U.S. employment figures for May released on Friday were unequivocally dismal. The economy added a paltry 54,000 jobs last month, far below what is needed to keep up with population growth. The jobless rate also climbed, to 9.1 percent.
For some large corporations this has actually boosted their ability to attract great workers.
"People are thankful to have good jobs ... and are working much more efficiently," said Bill Simon, president and CEO of Walmart U.S., the box-store discount retailer. "Labor productivity has been phenomenal."
The flipside of that of course is that 14 million Americans who are actively looking for a job are unable to find one.
For smaller businesses that depend on the financial well-being of their customers in order to make a profit, the damage to household balance sheets has been difficult to shrug off.
"We've been in business for 37 years and survived five recessions," said Frank Goodnight, president of Diversified Graphics, a commercial printer and publisher in Salisbury, North Carolina.

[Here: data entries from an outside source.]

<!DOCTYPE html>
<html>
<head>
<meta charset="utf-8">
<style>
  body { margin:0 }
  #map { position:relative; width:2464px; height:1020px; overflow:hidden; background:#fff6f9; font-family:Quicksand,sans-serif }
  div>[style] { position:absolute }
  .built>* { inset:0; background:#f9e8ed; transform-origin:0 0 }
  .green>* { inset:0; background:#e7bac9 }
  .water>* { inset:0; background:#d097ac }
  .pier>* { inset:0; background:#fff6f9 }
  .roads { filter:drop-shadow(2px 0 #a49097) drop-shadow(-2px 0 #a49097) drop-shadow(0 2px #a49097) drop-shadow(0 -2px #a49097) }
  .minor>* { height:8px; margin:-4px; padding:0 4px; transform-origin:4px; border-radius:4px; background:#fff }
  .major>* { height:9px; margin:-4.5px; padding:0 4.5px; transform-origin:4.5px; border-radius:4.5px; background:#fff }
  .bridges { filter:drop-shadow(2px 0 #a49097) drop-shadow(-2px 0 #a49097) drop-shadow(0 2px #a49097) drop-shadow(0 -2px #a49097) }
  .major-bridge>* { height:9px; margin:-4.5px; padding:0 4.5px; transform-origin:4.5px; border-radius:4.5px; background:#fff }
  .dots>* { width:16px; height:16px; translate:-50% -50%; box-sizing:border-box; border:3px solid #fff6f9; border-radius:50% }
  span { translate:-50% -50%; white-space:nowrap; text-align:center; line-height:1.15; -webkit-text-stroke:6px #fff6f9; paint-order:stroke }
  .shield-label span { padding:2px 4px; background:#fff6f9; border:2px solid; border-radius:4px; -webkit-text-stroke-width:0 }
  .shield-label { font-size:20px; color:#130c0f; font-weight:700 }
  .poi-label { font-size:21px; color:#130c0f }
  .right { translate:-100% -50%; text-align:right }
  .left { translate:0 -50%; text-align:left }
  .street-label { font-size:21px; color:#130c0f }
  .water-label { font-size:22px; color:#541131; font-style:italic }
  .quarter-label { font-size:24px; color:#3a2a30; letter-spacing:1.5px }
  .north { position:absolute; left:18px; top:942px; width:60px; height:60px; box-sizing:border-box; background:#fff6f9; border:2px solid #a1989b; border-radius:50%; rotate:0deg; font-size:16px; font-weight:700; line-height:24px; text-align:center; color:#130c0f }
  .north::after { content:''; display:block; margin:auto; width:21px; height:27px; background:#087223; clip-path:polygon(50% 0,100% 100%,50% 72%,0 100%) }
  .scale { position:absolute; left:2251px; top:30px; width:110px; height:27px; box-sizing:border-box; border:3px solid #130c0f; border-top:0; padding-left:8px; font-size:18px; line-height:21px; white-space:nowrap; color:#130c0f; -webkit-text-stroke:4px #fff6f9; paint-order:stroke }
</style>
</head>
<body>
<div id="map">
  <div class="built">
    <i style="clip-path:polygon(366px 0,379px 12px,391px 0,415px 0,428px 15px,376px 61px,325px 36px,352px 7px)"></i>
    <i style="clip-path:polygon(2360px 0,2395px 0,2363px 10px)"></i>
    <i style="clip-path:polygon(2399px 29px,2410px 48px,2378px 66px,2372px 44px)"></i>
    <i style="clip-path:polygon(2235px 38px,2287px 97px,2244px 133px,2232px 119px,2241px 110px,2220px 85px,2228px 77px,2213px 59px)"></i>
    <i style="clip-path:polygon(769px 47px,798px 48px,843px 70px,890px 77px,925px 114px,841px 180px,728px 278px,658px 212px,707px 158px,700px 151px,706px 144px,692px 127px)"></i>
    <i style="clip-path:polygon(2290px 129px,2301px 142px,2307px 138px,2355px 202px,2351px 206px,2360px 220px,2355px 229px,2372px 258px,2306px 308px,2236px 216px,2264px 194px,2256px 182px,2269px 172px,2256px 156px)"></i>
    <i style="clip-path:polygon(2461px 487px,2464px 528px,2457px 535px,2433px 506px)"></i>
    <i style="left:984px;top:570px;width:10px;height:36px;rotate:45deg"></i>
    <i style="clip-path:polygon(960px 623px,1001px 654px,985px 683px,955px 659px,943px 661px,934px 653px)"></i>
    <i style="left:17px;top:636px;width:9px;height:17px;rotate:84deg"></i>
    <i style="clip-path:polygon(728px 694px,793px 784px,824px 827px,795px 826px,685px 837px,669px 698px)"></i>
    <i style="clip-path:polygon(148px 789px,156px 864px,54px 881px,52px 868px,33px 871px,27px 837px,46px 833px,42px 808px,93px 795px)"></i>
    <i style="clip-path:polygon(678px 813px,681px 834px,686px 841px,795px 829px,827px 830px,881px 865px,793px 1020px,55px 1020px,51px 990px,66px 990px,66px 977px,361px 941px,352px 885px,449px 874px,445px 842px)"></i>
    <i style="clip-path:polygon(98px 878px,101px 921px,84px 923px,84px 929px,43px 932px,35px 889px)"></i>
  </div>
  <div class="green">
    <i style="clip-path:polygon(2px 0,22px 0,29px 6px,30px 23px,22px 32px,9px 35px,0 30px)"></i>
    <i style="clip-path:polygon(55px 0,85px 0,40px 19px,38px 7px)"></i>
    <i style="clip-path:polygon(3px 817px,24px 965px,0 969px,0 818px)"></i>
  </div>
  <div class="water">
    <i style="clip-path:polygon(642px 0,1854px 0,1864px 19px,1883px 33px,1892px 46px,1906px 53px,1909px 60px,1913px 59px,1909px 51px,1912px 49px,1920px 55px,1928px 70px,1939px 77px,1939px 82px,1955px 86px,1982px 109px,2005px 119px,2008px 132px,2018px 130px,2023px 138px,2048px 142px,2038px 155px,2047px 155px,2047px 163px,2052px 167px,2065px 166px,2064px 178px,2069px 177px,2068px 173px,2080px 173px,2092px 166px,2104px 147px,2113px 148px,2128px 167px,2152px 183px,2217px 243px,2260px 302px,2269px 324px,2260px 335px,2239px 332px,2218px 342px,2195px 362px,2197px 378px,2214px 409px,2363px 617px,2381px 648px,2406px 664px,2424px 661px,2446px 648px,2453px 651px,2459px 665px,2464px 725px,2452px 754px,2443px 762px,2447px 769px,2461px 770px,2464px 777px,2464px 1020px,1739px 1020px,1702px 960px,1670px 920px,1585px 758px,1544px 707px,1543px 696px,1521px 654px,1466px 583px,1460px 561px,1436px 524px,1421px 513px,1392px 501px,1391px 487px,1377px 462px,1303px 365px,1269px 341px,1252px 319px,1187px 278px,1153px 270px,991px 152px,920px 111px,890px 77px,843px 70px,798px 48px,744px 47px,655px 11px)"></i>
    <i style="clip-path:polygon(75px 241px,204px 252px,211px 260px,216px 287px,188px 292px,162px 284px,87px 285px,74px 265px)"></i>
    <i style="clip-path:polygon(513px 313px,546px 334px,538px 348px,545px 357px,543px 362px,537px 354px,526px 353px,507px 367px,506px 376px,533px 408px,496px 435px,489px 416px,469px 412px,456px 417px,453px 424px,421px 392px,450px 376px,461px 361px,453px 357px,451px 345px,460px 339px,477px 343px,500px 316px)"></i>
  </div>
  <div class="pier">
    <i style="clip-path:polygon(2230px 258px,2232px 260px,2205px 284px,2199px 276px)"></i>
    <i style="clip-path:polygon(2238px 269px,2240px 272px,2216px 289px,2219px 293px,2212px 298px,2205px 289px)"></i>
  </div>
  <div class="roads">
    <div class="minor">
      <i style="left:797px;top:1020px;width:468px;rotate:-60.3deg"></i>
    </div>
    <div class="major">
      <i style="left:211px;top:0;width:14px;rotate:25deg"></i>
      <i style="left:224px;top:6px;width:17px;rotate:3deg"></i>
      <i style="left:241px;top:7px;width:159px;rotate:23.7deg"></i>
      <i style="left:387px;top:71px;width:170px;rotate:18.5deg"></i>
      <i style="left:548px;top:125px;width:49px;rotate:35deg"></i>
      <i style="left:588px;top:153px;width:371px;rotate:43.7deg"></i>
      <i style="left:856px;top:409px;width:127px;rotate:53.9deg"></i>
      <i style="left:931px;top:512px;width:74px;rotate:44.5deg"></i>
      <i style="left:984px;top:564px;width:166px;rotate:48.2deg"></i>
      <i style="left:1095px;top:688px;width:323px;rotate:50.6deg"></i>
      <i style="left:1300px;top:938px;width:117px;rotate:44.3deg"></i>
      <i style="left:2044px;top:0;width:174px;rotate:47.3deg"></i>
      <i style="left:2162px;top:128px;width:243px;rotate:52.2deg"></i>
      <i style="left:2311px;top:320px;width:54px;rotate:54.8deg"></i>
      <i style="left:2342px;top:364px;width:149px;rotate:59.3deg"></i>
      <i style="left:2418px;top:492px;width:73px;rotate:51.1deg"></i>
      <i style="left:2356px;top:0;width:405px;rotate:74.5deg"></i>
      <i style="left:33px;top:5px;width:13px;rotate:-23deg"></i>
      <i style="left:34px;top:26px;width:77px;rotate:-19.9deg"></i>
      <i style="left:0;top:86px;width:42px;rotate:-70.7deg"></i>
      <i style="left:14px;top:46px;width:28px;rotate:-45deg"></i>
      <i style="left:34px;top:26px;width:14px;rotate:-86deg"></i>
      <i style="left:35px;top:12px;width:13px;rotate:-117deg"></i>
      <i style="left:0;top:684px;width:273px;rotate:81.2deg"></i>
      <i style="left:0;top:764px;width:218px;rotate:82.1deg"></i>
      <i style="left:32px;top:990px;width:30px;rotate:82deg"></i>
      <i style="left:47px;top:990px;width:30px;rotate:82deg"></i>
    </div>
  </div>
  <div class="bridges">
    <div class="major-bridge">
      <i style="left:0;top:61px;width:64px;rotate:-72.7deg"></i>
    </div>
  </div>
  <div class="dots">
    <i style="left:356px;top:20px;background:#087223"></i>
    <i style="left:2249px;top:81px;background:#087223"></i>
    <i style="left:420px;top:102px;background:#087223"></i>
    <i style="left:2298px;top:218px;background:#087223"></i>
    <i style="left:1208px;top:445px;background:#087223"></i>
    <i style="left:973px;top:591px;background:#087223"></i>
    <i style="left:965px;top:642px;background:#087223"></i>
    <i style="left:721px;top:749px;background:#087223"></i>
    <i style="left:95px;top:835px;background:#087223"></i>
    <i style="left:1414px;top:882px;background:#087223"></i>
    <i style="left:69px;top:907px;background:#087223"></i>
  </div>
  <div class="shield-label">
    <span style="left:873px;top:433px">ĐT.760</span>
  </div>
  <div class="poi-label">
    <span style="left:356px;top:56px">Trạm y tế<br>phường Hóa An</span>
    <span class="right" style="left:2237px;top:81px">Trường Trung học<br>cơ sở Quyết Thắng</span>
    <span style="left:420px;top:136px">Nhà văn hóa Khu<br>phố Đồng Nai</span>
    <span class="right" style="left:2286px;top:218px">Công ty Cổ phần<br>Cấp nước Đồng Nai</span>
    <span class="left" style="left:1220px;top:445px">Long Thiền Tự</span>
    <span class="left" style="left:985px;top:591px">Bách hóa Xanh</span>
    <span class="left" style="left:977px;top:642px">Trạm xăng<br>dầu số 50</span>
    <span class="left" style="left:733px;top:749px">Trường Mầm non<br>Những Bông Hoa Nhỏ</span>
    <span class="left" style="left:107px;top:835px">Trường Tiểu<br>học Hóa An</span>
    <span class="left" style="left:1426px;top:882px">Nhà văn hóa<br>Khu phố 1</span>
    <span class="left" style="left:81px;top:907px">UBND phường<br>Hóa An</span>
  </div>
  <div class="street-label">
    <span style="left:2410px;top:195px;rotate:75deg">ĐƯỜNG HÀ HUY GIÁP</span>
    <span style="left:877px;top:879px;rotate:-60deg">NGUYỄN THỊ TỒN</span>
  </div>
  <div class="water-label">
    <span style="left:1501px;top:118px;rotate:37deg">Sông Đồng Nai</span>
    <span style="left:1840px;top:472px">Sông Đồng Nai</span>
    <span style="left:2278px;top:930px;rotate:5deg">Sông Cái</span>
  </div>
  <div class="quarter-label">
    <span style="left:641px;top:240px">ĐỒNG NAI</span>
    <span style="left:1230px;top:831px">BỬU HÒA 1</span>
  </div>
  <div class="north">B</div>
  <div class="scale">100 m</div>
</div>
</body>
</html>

"This recession will be equal to all five put together plus about double. And we don't think it's really going to turn around in another year."
ESCAPE VELOCITY MEETS GRAVITY
Economic malaise has remained a part of the business landscape since the United States officially emerged from recession in the summer of 2009. The latest bout of weakness has caught economic forecasters off guard.
JP Morgan's economics team was forced to revise down its forecasts for second-quarter economic growth twice -- and substantially -- in the span of a few days.
The bank now sees gross domestic product expanding just 2 percent in the April to June period, down from an original forecast of 3 percent and barely higher than the first quarter's disappointing 1.8 percent clip.
"The problem with a 'soft patch' in the economy is that you don't get two of them in the first two years of a normal recovery," said David Rosenberg, chief economist at Gluskin Sheff.
Most Wall Street economists are still counting on a second-half rebound.
"Despite the near-term sogginess in activity, we still expect growth to average around 3 percent to 3.5 percent in the final six months of 2011," said Thomas Lam, chief economist at OSK-DMG. "An important strand behind our second-half growth assumption is that financial market conditions must remain supportive."
That's a pretty big assumption given a combination of a sagging U.S. stock market and ongoing debt troubles in Europe. The disappointing jobs report only added another element of concern to the already dour outlook.
Median estimates in a Reuters poll of economists point to growth around 2.7 percent for this year. Federal Reserve officials are even more optimistic, seeing growth in a range between 3.1 percent and 3.3 percent for the year.
ACCUSTOMED TO STASIS
Not all the news is bad. Many businesses are optimistic that, while growth may be tepid, things do not appear to be getting substantially worse.
There is also a sense that credit, long hampered by post-crisis jitters, is finally beginning to flow again.
"Credit is increasingly available and more businesses, large and small, want loans," JPMorgan Chief Executive Jamie Dimon said on Thursday.
3M CEOGeorge Buckley said the maker of products ranging from Post-it stickers to dental implants was seeing "a little bit of softening in the consumer area" consistent with its forecast the second-quarter would be the weakest of the year, partly because of effects from Japan's March earthquake and tsunami.
"We're in the so-far, so-good category," Buckley told an investor conference. "We expected the second quarter to be the worst of the year and I think that's what we're experiencing."
After leading the economy out of its slump last year, the slowdown in manufacturing growth the last three months has been particularly disheartening. The Institute for Supply Management's manufacturing index plunged in May, sending another jolt of nervousness through financial markets.
With consumer demand still shaky, businesses are trying to strike the right balance. Manufacturers are wary of being stuck with too much inventory -- or staff -- but also don't want to be caught off-guard if demand does pick up.
"The plank they're navigating is not wide," said Rich Bergmann, global lead at consulting firm Accenture's manufacturing group. "People are being conservative. They're not betting the farm, they're not building $400 million manufacturing facilities, but they are looking to hire more people and (employ) better technology."